Месяц над нами принимает все новые очертания, мы движемся вперед, не обращая внимания на предупредительные сигналы семафоров. Мы видели уже столько предупредительных сигналов! Стоять! Стоять! Ни часа больше на этой трансмиссионной ленте!

Река была гораздо уже, чем нам казалось, когда мы стояли на ее зеленом низком берегу, готовясь к переправе, мечтая о многих годах и неисчерпаемом пространстве мира, в которое с такой силой стремились погрузиться. А плавание длилось всего лишь двадцать с небольшим лет! И оказывается, что вот прямо перед нами виден другой берег, покрытый жухлой травой, на которую в странной, жуткой тишине падают листья с деревьев, а люди надолго останутся еще в телефонной книге, хотя их номер давно уже не отвечает. Не все даже успеют поседеть и сообразить, что с друзьями пора прощаться, и вдруг неожиданно понимают: а игра ведь закончилась.

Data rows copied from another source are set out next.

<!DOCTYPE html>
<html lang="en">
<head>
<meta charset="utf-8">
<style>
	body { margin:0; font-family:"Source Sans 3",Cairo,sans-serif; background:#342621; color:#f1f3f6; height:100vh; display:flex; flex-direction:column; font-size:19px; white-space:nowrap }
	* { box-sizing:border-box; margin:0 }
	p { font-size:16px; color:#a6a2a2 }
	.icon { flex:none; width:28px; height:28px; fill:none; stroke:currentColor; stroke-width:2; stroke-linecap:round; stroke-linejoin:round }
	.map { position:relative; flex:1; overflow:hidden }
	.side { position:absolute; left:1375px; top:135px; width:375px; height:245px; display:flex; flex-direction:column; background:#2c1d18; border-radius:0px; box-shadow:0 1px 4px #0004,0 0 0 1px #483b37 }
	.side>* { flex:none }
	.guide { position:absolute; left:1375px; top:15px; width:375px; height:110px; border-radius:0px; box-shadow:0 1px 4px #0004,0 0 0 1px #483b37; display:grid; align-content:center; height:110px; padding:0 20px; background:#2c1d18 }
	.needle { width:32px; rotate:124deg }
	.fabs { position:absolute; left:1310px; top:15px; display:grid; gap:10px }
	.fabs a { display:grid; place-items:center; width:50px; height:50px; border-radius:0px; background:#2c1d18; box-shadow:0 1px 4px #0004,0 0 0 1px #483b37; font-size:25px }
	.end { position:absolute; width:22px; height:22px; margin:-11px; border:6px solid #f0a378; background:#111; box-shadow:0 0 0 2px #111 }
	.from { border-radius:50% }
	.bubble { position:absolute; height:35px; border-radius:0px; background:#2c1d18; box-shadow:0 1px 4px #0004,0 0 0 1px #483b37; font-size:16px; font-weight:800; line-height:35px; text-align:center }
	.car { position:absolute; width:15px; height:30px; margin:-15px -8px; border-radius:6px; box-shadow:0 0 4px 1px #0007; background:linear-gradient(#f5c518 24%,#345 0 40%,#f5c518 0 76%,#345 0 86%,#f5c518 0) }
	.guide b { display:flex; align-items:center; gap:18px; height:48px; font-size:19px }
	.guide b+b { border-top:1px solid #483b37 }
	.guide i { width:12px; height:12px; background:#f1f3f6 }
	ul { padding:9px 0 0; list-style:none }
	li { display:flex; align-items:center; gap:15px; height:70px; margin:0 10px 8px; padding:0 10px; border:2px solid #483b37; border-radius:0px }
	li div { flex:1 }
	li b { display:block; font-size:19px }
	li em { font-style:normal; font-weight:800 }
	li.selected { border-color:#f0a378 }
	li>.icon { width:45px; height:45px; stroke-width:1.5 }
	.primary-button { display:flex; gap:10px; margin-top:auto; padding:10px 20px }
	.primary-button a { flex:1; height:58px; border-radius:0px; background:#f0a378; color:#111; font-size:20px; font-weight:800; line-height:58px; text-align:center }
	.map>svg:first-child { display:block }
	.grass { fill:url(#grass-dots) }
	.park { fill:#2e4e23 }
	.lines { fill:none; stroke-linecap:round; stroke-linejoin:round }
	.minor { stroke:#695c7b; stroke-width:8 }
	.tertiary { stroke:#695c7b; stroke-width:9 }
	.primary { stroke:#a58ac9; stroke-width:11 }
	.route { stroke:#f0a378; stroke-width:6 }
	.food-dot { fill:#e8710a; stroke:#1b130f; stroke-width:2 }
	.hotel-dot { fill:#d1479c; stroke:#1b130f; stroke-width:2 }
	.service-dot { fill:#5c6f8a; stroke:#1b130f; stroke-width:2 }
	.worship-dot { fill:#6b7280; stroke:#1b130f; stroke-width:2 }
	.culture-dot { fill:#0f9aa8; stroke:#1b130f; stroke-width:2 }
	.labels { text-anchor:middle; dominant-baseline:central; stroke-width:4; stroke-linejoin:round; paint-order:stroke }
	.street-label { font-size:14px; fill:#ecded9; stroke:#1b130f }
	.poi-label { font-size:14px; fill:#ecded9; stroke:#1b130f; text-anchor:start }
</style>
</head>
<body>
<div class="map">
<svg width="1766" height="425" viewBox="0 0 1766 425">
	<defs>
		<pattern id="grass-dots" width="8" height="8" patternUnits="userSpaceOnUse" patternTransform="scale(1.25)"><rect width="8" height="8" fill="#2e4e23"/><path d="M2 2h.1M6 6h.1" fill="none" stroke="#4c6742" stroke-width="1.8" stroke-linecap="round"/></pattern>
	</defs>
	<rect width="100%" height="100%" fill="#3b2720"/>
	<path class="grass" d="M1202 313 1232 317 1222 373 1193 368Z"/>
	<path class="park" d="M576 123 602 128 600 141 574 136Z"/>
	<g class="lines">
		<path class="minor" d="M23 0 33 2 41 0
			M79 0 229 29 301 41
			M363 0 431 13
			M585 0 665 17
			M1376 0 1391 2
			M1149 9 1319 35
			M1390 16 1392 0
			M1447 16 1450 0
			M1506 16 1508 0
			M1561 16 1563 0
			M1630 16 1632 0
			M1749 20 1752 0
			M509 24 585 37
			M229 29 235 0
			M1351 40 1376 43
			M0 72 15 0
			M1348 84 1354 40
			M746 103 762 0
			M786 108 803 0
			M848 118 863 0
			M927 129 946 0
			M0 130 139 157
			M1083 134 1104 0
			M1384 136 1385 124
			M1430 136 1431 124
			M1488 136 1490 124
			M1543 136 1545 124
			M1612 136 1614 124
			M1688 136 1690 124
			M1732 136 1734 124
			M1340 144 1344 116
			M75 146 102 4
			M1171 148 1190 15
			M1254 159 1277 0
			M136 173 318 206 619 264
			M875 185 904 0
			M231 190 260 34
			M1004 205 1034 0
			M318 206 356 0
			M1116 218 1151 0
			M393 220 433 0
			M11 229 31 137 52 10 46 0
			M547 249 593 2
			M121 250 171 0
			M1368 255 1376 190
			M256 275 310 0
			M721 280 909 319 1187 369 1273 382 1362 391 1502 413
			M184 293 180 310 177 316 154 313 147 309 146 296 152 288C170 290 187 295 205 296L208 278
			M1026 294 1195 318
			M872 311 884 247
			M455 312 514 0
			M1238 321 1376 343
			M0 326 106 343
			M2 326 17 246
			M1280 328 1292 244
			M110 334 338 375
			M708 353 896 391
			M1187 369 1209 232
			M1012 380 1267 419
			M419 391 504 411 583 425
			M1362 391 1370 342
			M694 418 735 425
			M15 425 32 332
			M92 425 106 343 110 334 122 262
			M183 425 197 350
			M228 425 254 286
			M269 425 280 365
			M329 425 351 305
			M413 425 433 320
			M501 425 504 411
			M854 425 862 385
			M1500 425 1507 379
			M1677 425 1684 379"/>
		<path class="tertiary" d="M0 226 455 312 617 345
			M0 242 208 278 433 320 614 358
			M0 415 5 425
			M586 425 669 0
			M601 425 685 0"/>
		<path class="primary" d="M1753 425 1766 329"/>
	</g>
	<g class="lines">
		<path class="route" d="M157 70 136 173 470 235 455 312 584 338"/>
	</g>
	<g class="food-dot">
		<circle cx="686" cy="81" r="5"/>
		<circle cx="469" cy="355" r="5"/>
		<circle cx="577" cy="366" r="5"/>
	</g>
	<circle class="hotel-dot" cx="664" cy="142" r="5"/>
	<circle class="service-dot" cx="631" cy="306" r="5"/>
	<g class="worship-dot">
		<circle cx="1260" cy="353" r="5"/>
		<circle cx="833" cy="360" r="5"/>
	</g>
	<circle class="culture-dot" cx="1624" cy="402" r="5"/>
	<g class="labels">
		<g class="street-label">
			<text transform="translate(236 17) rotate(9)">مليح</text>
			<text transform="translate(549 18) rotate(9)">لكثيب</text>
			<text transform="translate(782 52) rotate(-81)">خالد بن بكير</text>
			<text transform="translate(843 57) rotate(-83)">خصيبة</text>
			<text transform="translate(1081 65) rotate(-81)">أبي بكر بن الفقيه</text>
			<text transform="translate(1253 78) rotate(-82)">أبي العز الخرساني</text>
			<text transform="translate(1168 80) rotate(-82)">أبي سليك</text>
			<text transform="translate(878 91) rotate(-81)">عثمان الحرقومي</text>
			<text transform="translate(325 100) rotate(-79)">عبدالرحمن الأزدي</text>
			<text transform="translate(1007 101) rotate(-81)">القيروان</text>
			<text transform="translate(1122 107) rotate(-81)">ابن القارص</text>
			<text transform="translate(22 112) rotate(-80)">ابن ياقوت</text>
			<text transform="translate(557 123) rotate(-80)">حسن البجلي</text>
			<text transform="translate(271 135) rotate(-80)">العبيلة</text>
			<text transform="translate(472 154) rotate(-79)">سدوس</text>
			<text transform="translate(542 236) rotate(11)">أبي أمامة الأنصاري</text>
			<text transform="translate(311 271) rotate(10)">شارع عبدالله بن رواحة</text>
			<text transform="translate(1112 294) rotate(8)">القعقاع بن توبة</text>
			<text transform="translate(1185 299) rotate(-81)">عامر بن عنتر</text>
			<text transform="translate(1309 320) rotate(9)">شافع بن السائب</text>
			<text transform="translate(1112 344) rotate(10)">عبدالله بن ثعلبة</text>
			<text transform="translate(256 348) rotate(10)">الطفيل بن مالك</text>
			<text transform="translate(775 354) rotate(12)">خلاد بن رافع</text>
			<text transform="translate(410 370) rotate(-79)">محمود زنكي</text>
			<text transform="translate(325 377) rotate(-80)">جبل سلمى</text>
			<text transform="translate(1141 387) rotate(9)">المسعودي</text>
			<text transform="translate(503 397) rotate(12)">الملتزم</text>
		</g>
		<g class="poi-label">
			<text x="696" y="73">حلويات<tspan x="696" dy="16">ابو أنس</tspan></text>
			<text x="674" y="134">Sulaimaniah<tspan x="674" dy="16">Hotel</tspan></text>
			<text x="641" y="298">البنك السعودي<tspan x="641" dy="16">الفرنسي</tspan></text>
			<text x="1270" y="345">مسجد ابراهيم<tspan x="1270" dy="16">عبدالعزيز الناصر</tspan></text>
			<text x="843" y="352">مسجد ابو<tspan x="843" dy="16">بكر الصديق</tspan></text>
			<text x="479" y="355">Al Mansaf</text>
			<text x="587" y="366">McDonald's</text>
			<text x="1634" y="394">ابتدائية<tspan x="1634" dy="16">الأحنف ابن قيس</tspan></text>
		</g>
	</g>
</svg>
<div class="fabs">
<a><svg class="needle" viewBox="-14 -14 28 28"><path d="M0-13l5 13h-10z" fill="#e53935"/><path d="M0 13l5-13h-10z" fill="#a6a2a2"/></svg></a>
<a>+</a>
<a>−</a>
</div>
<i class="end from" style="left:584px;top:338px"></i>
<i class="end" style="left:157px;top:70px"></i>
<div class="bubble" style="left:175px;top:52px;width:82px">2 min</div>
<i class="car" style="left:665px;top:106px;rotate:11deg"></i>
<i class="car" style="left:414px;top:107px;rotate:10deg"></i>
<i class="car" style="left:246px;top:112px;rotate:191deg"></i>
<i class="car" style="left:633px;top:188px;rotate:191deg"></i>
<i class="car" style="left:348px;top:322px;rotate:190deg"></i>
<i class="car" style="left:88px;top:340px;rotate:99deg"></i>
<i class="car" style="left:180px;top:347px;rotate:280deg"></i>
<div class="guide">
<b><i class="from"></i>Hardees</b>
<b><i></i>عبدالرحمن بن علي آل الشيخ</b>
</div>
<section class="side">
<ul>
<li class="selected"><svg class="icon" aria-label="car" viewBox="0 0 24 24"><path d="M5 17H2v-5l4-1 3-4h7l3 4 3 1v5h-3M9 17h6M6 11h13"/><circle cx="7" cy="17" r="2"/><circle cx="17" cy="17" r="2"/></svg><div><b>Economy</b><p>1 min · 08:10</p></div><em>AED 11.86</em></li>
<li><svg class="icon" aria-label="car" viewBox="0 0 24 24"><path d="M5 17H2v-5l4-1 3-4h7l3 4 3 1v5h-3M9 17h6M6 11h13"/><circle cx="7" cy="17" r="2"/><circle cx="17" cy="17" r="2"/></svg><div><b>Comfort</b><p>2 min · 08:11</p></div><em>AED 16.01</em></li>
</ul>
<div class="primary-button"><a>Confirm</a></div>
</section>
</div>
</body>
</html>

Телефонный звонок прерывает мои размышления. Я с надеждой снимаю трубку. Мне было так одиноко, ощущение неудачи подавило меня, поэтому я рада звонку, даже если кто-то просто ошибся номером.

В трубке слышен мощный, полный энергии баритон. Советская делегация хотела бы прийти ко мне с магнитофоном и записать, что я думаю о международном правосудии, войне, людях из концентрационных лагерей, о Нюрнберге.

Меня бросает в жар.

— Я надеялась, — отвечаю совершенно искренне, — что мне никогда больше не придется возвращаться к этой теме. Никогда.

В ответ — короткий смешок, а потом решительным тоном произнесенные слова:

— Каждому из нас придется возвращаться к этой теме до тех пор, пока фашизм не исчезнет. Значит? Во сколько с вами можно встретиться? Сегодня или завтра?

Я касаюсь ладонью лба, щек. Жарко!

— Лучше бы завтра, — робко говорю я.

Баритон мгновенно принимает решение и мощно гудит в ответ:

— Отлично. Можно в час дня? Да? Я приду точно в час. Спокойной ночи.

Значит, если я хочу, чтобы у меня была спокойная ночь после этого дня, я должна немедленно написать свои «магнитофонные показания», иначе не смогу заснуть. Но что писать? Как выйти навстречу лавине, которая в любой момент может сойти и сбить с ног? Как поднять руки, как воззвать к человеческому разуму, чтобы предотвратить этот обвал?

Обычные слова кажутся мне слишком банальными. Первый шаг в области международного права…

Я пишу, и сердце мое колотится, виски горят, губы пересыхают от жажды. Между двумя словами нажимаю кнопку звонка. Посыльный в униформе с лампасами и сверкающими пуговицами мгновенно появляется в номере, стоит вытянувшись, гордый своей должностью.

— Was wünschen Sie, Madame?[58]— спрашивает он, стоя по стойке «смирно».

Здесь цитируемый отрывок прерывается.